(Saved data entries)

╭──

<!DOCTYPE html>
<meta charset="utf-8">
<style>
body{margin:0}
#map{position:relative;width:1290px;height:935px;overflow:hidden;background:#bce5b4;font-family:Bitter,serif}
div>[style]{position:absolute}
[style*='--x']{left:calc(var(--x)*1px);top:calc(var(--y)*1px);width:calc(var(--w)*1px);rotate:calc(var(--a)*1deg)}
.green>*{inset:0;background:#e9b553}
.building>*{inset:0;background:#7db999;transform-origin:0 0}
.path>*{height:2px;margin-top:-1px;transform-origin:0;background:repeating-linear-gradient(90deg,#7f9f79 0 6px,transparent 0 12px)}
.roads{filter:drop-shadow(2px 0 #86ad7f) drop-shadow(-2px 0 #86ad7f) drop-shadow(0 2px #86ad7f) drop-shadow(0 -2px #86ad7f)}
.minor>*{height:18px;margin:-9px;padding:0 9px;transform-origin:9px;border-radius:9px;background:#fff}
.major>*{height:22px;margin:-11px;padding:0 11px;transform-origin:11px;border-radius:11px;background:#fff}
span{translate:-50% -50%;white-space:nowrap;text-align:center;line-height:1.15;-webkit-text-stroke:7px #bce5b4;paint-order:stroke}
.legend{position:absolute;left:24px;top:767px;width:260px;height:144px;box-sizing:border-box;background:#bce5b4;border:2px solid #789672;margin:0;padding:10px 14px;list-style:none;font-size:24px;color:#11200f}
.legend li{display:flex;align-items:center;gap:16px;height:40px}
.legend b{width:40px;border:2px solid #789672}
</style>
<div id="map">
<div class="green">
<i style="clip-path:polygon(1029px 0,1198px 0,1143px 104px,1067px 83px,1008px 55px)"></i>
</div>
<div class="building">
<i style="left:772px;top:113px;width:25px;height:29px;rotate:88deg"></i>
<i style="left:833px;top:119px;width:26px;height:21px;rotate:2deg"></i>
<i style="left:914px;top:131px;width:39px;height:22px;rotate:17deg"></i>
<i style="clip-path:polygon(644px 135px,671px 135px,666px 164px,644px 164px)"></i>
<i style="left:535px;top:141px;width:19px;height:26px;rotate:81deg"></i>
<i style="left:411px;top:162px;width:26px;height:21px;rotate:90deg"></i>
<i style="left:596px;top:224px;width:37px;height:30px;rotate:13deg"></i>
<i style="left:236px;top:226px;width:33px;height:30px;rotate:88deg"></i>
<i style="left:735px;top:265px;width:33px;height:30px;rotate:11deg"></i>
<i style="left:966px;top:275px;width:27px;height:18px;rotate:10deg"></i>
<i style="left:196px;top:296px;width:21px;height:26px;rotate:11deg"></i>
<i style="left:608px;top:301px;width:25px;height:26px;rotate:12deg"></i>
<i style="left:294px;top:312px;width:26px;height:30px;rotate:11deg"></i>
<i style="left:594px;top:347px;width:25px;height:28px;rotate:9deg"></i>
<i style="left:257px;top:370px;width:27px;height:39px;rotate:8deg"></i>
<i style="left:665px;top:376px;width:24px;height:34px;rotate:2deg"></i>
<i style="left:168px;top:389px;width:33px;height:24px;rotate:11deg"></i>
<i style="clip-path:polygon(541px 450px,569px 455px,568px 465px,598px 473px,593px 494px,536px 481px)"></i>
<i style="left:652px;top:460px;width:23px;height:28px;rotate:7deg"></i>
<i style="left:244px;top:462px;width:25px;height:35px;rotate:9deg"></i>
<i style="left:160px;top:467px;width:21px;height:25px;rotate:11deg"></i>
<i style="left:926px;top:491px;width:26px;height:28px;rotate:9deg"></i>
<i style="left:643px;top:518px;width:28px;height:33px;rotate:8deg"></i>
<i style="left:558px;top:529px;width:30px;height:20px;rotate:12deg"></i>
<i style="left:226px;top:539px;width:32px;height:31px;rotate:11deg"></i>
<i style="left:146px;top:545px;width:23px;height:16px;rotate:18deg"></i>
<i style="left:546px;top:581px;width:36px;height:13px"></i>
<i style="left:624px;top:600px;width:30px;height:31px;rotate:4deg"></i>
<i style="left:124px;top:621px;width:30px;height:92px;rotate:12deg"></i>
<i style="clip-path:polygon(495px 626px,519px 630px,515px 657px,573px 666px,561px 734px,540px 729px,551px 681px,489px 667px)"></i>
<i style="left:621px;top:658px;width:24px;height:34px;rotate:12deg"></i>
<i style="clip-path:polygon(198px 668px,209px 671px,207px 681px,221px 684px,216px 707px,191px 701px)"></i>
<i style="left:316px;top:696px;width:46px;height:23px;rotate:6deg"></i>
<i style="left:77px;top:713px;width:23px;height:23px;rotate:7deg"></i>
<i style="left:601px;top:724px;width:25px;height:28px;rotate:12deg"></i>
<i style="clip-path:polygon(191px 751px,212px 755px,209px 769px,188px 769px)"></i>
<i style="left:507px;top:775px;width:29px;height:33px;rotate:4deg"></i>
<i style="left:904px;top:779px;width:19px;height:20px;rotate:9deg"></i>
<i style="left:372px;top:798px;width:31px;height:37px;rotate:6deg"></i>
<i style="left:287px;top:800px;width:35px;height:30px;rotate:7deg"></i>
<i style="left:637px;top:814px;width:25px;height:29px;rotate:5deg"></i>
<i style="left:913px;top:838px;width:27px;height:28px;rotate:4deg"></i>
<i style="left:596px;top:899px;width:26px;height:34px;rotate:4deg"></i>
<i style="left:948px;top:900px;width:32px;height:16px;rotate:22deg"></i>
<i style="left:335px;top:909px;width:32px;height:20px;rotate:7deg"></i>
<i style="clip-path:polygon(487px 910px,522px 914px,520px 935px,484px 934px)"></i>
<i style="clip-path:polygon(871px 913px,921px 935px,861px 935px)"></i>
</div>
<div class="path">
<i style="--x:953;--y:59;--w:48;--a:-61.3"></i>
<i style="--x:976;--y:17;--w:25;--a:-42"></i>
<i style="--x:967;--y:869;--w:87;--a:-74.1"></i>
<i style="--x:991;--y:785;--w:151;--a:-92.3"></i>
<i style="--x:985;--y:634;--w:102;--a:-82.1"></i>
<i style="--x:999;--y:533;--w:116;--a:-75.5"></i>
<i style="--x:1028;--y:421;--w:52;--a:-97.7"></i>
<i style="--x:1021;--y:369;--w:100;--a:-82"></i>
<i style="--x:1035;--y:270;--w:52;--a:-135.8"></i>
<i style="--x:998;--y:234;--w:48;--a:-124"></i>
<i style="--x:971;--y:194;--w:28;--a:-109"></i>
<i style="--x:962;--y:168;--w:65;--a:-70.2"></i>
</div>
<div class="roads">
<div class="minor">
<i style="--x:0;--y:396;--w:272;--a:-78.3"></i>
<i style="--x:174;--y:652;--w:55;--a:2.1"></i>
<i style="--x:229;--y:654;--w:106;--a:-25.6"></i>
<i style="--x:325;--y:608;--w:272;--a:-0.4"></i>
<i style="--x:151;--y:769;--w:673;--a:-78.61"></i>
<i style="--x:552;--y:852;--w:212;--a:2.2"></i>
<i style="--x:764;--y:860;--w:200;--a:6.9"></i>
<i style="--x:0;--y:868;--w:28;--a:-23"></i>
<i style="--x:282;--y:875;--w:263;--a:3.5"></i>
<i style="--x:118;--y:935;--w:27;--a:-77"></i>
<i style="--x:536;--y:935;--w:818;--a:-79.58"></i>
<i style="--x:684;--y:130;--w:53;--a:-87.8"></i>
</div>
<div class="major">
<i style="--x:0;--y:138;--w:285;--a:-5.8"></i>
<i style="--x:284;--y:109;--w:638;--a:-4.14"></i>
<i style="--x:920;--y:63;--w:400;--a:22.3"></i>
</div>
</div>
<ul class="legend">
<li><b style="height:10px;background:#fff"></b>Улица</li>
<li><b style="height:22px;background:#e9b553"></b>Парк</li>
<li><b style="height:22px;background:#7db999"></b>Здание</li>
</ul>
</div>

╰──

- **DIRECTIONS FOR THIS TASK**: Give only the number of lines above that hold the string "background".

- **SOLUTION**: 10